The points about sensitivity are well made but I sometimes wonder if we worry too much about speed. Clearly someone wanting to make 10,000 very small widgets an hour on an automatic machine needs to consult tables of optimum speeds but for less demanding requirements less speed may not be a big problem.
Think of those traditional watch and clockmakers and their bob drills and bow drills and Archimedian drills. One would need to be some sort of athlete to get more than a few hundred RPM with any of those. In one of the early MEs a highly respected author wrote there is "no speed too slow to get a good finish or a true hole, it just takes a little longer."
So if one only needs a few small holes, and has a machine that does not wobble, has a concentric chuck or collet, reasonable bearings and a sensitive feed, and is not impatient or ham-fisted then small holes are not a problem.
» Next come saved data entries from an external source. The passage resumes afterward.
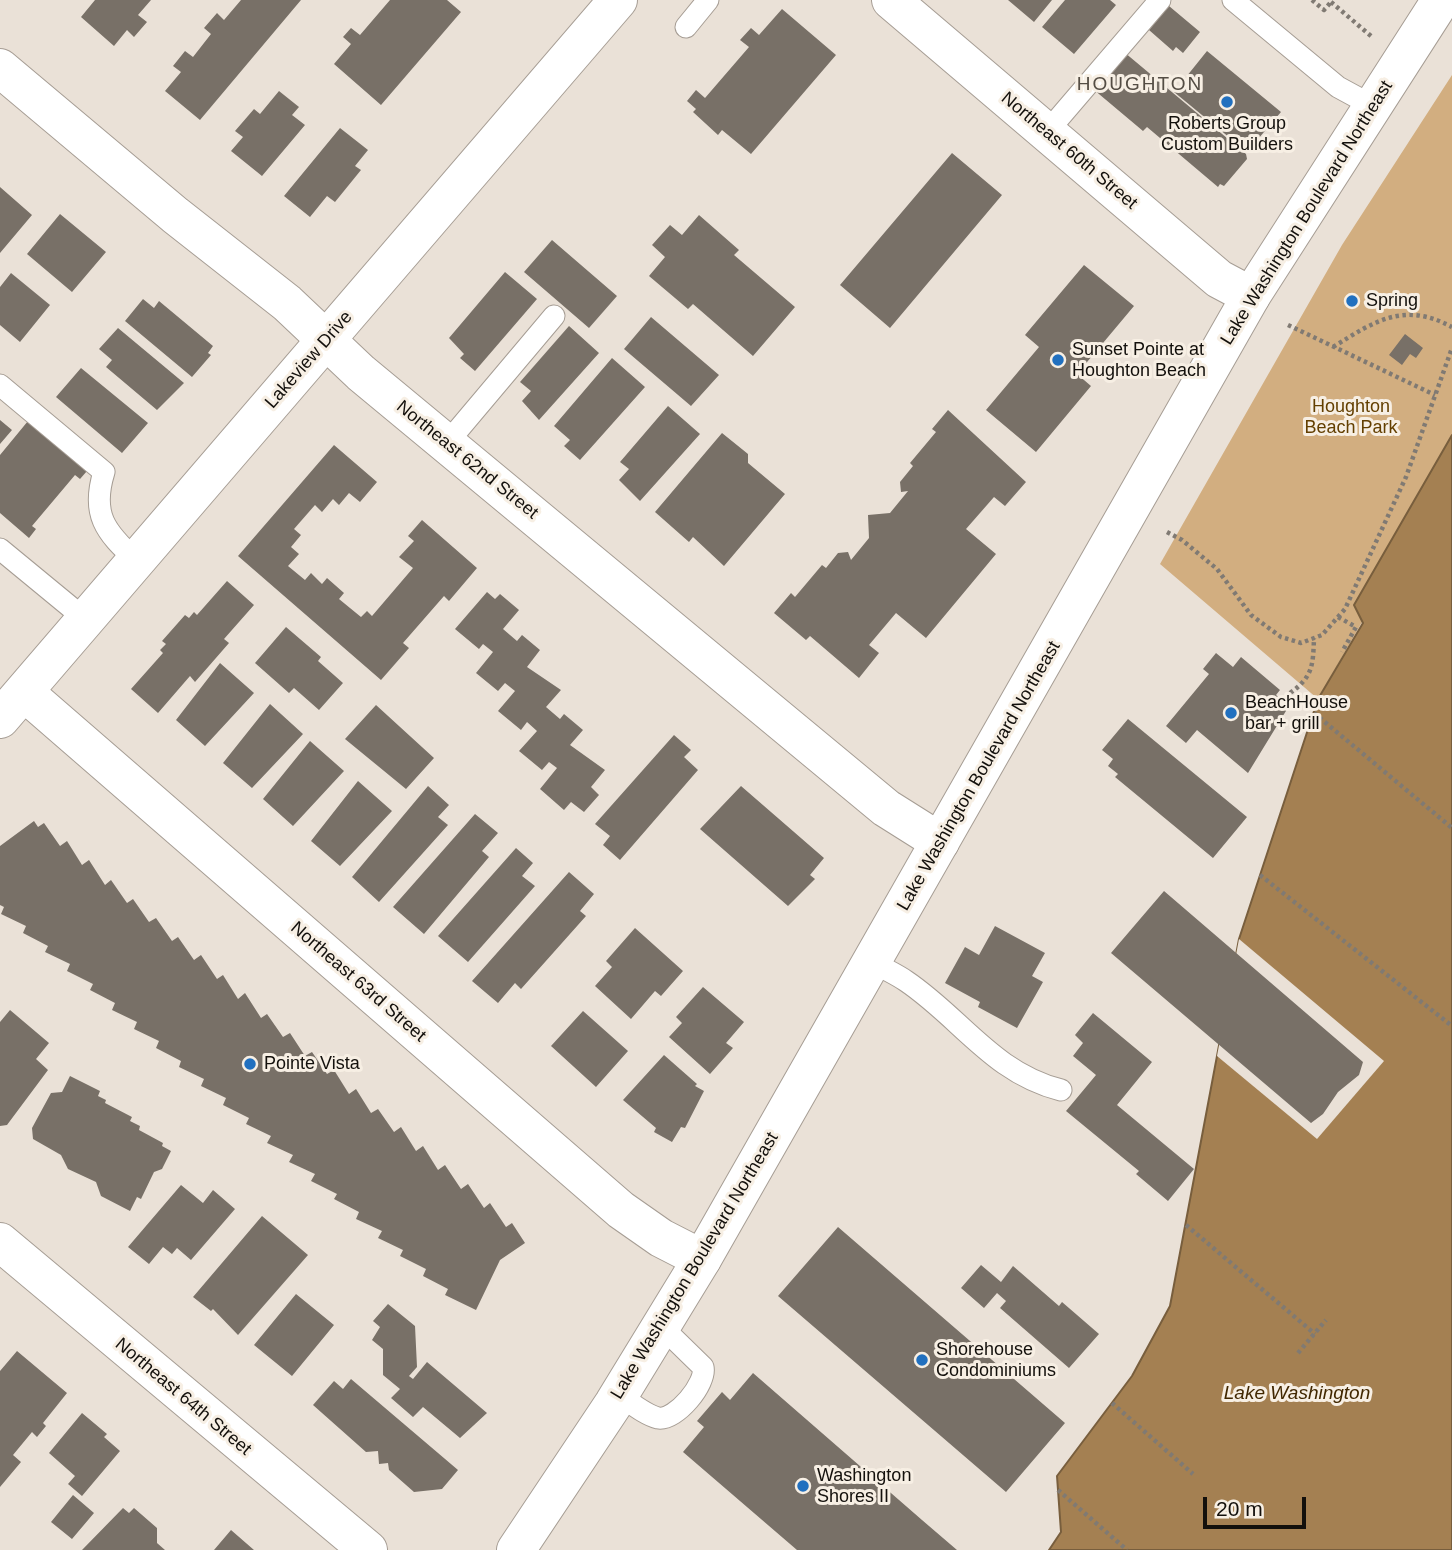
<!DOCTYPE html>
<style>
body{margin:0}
#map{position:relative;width:1452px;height:1550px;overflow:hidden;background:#eae1d7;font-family:Arial,sans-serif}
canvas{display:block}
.scale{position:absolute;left:1203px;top:1497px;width:103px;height:32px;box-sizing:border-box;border:4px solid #13100c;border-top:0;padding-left:9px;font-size:21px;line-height:24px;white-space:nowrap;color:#13100c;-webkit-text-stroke:5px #f7efe4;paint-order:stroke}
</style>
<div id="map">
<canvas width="1452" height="1550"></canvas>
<div class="scale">20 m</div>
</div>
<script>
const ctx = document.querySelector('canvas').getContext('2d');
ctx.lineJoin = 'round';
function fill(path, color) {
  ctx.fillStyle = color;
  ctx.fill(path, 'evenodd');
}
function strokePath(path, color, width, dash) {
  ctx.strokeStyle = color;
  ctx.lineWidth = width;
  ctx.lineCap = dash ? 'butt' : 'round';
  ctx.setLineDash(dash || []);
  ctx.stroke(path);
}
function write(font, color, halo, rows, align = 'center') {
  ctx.font = font + ' Arial,sans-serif';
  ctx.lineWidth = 6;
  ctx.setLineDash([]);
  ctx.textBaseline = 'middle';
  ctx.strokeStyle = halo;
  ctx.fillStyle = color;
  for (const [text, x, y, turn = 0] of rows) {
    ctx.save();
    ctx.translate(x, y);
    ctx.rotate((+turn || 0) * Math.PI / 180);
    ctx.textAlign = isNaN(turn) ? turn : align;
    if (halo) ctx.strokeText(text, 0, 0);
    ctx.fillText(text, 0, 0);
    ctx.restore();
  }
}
fill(new Path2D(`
 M1452 75V435L1355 605 1362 622 1318 699 1160 564 1342 245Z`), '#d2ae80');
const water = new Path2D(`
 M1452 435V1550H1049L1061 1532 1057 1476 1132 1376 1170 1306 1239 939 1318 699 1363 623 1354 605Z`);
fill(water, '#a48052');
strokePath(water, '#785e3d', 2);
fill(new Path2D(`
 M1239 939 1384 1061 1317 1139 1217 1056Z`), '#eae1d7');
fill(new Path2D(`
 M95 0H151L138 15 147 22 134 37 127 30 114 46 81 17Z
 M241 0H301L200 120 165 91 181 72 173 66 185 51 193 57 211 34 204 28 217 13 224 20Z
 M390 0H447L461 12 381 105 334 64 351 44 343 37 351 28 360 35Z
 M1008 0H1052L1034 22Z
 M1065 0H1110L1116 5 1074 54 1042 27Z
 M1169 6 1200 32 1183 53 1176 47 1173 51 1149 30Z
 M782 9 836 55 751 154 722 130 718 135 693 112 696 109 687 101 696 90 705 98 749 47 740 40 751 28 759 35Z
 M1207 51 1281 112 1247 152 1174 92Z
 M1124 52 1246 154 1247 159 1224 186 1220 184 1218 187 1147 127 1143 131 1093 89Z
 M279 91 299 107 292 115 305 125 262 176 231 151 243 137 235 131 254 109 260 114Z
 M340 128 368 150 355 166 361 170 335 202 327 196 310 217 284 196Z
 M952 153 1002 195 890 328 840 285Z
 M0 187 32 215 0 253Z
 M60 214 106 252 72 292 27 254Z
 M699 215 739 250 734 255 795 307 753 356 693 304 688 309 649 276 665 257 652 245 670 225 682 235Z
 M552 240 617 296 589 328 524 272Z
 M1084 265 1134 306 1077 374 1091 386 1036 452 986 410 1039 347 1025 335Z
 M505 272 537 299 475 371 460 358 464 354 449 338Z
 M11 273 50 305 20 342 0 325V287Z
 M143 299 154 308 159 301 213 346 208 353 211 355 192 377 125 321Z
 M651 317 719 375 691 406 624 349Z
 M569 326 599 353 539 420 522 401 531 391 520 382Z
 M118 328 184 383 157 410 106 367 112 360 99 349Z
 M1405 334 1423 348 1416 358 1410 354 1402 365 1389 355Z
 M612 358 645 387 580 460 564 446 570 440 554 426Z
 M81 368 148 423 122 453 56 397Z
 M668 406 700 434 640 501 619 480 629 469 620 462Z
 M948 410 1026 482 1005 506 994 497 966 529 996 554 926 638 896 613 869 645 879 653 859 678 810 636 806 640 774 613 791 593 795 597 822 565 826 568 838 553 848 552 851 560 869 538 868 515 890 513 908 491 901 492 900 482 913 466 910 463 936 432 932 429Z
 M0 420 12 430 0 444Z
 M28 421 87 471 80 479 75 475 32 526 36 529 29 538 0 513V455Z
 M722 433 748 454V463L785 494 724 566 693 537 689 542 655 512Z
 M334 445 377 482 360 502 349 493 339 505 333 499 322 512 315 505 294 529 301 535 291 547 299 554 288 566 305 580 311 573 322 584 327 578 344 593 339 599 361 617 367 611 372 616 413 568 399 557 414 541 408 536 422 520 477 568 449 601 444 596 403 643 409 648 381 680 238 556Z
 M227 581 254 605 224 639 229 643 195 682 190 676 158 713 131 689 163 653 160 650 166 644 162 641 185 615 189 618 194 612 197 615Z
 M487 592 495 599 500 594 519 610 503 629 517 641 522 635 540 650 527 667 561 690 546 707 560 719 564 714 583 730 570 745 605 770 591 787 599 795 584 812 571 802 564 810 540 789 557 768 549 762 542 770 519 751 537 731 527 722 521 730 498 711 515 691 505 683 498 691 476 673 493 652 483 644 479 649 455 629Z
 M286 627 321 657 318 661 343 683 319 710 294 688 289 693 255 663Z
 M1216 653 1233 667 1241 657 1280 690 1276 695 1289 706 1248 773 1197 730 1186 743 1166 726 1209 674 1203 669Z
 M220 663 254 693 205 746 176 720Z
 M270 704 303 734 252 788 223 763Z
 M376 705 434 758 406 789 345 739Z
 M1128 719 1247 817 1213 858 1115 777 1118 774 1108 766 1113 759 1102 750Z
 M674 735 691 750 684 757 698 770 620 860 603 845 610 836 595 824Z
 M310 741 344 771 293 826 263 799Z
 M358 781 392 811 340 866 311 841Z
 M428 786 449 805 438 817 448 825 379 902 352 877Z
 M741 786 824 858 810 875 815 879 788 906 700 829Z
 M475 814 498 833 482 851 489 857 424 934 393 907Z
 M34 821 38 827 44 823 60 846 67 841 82 865 89 860 105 885 111 880 127 903 133 899 149 922 156 918 172 941 178 937 194 960 201 955 217 979 223 975 238 999 245 993 261 1018 267 1014 283 1037 290 1033 305 1056 312 1052 327 1074 334 1070 349 1094 356 1089 371 1113 378 1109 394 1132 401 1127 416 1151 423 1146 438 1170 445 1165 461 1189 468 1184 484 1208 490 1203 506 1227 512 1223 525 1243 500 1260 476 1310 445 1295 448 1289 423 1276 426 1269 400 1256 403 1250 378 1238 382 1231 356 1219 359 1212 334 1199 337 1194 311 1181 315 1174 289 1162 293 1155 267 1143 271 1136 246 1124 249 1118 223 1105 226 1098 201 1086 204 1079 179 1067 181 1061 156 1048 159 1041 134 1029 137 1022 112 1010 115 1003 90 990 93 984 67 971 70 964 45 952 48 946 23 933 26 926 1 914 4 907 0 905V846Z
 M516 848 533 863 522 876 535 886 468 962 438 936Z
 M569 872 594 894 580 911 586 916 521 989 515 983 498 1003 472 981Z
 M1164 891 1363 1062 1359 1075 1338 1092 1323 1114 1311 1123 1111 953Z
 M995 926 1045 953 1032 976 1043 982 1017 1028 978 1007 980 1002 945 983 965 947 979 955Z
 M635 928 683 971 661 996 655 991 631 1019 595 986 612 967 606 961Z
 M703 987 744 1022 726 1043 733 1048 710 1074 669 1037 682 1023 676 1017Z
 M10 1010 49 1043 36 1059 48 1070 7 1125 0 1126V1022Z
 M583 1011 628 1051 596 1087 551 1046Z
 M1093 1013 1152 1062 1117 1105 1194 1169 1168 1201 1136 1174 1139 1171 1066 1111 1096 1075 1073 1056 1083 1043 1075 1035Z
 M664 1055 697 1084 695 1086 704 1091 685 1128 681 1127 672 1142 654 1132 656 1128 623 1100Z
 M70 1076 100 1091 98 1096 106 1100 105 1103 132 1117 130 1121 140 1126 139 1130 163 1143 162 1146 171 1151 162 1169 154 1172 141 1199 137 1197 130 1211 101 1196 96 1182 68 1169 61 1155 33 1139 32 1128 51 1093 62 1092Z
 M181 1185 203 1203 213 1190 235 1209 191 1260 177 1248 172 1254 163 1247 149 1264 128 1247Z
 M262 1216 308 1255 238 1335 213 1309 211 1311 193 1297Z
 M838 1227 1065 1423 1006 1492 778 1296Z
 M981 1265 1001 1282 1013 1266 1059 1306 1062 1302 1099 1334 1069 1368 1000 1308 1006 1301 997 1293 984 1308 961 1288Z
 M296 1294 334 1325 292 1376 254 1345Z
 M388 1304 415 1326 417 1367 409 1376 413 1379 427 1362 487 1413 460 1438 423 1407 413 1417 391 1398 400 1389 383 1375V1349L372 1340 380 1327 373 1321Z
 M17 1351 67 1393 43 1423 46 1426 37 1437 32 1432 13 1455 21 1462 0 1487V1371Z
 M753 1373 922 1520 957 1550H797L683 1452 704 1427 697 1421 722 1392 730 1400Z
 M351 1379 458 1470 442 1489 414 1492 389 1470 388 1463 379 1464 378 1451 366 1452 313 1405 334 1381 343 1389Z
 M82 1413 107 1434 104 1437 120 1451 82 1496 68 1484 75 1476 49 1453Z
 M73 1495 94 1513 72 1539 51 1522Z
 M123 1508 129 1513 134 1508 157 1528V1543L165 1550H82Z
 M231 1530 254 1550H214Z`), '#787067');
const service = new Path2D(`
 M1233 0 1338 87 1373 106
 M686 27 708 0
 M1047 132 1160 0
 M0 385 104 472C91 514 105 532 136 560
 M447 443 554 316
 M0 549 85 619
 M873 962C884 969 896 974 906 981 961 1018 993 1073 1061 1090
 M619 1395C630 1402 645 1415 658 1418 676 1421 707 1383 703 1367L661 1326`);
const minor = new Path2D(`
 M891 0 1219 279 1251 296
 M0 68 175 215 287 303 361 373 886 808 940 842
 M24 692 621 1210 661 1238 702 1259
 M0 1242 368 1550`);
const tertiary = new Path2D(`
 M0 719 618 0`);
const primary = new Path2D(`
 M516 1550 614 1403 702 1259 1251 296 1441 0`);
strokePath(service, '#a69d94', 23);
strokePath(minor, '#a69d94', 40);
strokePath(tertiary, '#a69d94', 40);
strokePath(primary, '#a69d94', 40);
strokePath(new Path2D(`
 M1312 0 1324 10 1332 1
 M1331 2 1371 36
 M1288 325 1435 395
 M1333 347C1375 321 1404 301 1452 327
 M1167 532 1182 540 1217 569 1251 615 1281 637 1301 643 1322 635 1345 609 1406 477 1452 348
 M1338 617 1356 627 1342 652
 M1290 693C1313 677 1313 665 1314 638
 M1314 713 1452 828
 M1260 875 1452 1026
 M1186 1225 1315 1334
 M1298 1353 1326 1320
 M1112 1403 1193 1474
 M1058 1490 1127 1550`), '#807a73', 4.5, [3.5, 3.5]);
strokePath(service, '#fff', 21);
strokePath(minor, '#fff', 38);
strokePath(tertiary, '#fff', 38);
strokePath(primary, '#fff', 38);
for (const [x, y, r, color] of [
 [1227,102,7,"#2170bf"],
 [1352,301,7,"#2170bf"],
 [1058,360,7,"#2170bf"],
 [1231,713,7,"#2170bf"],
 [250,1064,7,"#2170bf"],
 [922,1360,7,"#2170bf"],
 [803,1486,7,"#2170bf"]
]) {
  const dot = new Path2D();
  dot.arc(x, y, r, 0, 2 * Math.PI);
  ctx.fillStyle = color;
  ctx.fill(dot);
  strokePath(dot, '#f7efe4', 2.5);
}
write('18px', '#13100c', '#f7efe4', [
 ["Roberts Group",1227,124,"center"],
 ["Custom Builders",1227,145,"center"],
 ["Spring",1366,301],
 ["Sunset Pointe at",1072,350],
 ["Houghton Beach",1072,371],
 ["BeachHouse",1245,703],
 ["bar + grill",1245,724],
 ["Pointe Vista",264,1064],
 ["Shorehouse",936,1350],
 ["Condominiums",936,1371],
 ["Washington",817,1476],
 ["Shores II",817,1497]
], 'left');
write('18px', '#13100c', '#f7efe4', [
 ["Northeast 60th Street",1069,151,40],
 ["Lake Washington Boulevard Northeast",1307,213,-58],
 ["Lakeview Drive",309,360,-49],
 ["Northeast 62nd Street",467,460,39],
 ["Lake Washington Boulevard Northeast",979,776,-60],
 ["Northeast 63rd Street",358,982,41],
 ["Lake Washington Boulevard Northeast",695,1266,-59],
 ["Northeast 64th Street",183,1397,40]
]);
write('18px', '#633f00', '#f7efe4', [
 ["Houghton",1351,407],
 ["Beach Park",1351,428]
]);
ctx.letterSpacing = '2px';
write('19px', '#544d44', '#f7efe4', [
 ["HOUGHTON",1140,85]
]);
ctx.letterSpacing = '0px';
write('italic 19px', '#412700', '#f7efe4', [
 ["Lake Washington",1297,1394]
]);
</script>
I don't know about anyone else but I find the setting up of the machine, the marking out of the job, the clamping and general alignment of the work all take a lot longer than the comparatively few moments that the actual drilling takes,
I do like the rising table idea for small holes on a big machine. perhaps the design could be written up for MEW?
I have a traditional sensitive drill of the Edgar Westbury type which I bought from a forum member who had made it himself from a set of castings and was giving up due to age and ill health. it has done me well for small holes down to about 0.5mm despite not going more than about 2,000 RPM on the fastest of it's 3 speeds.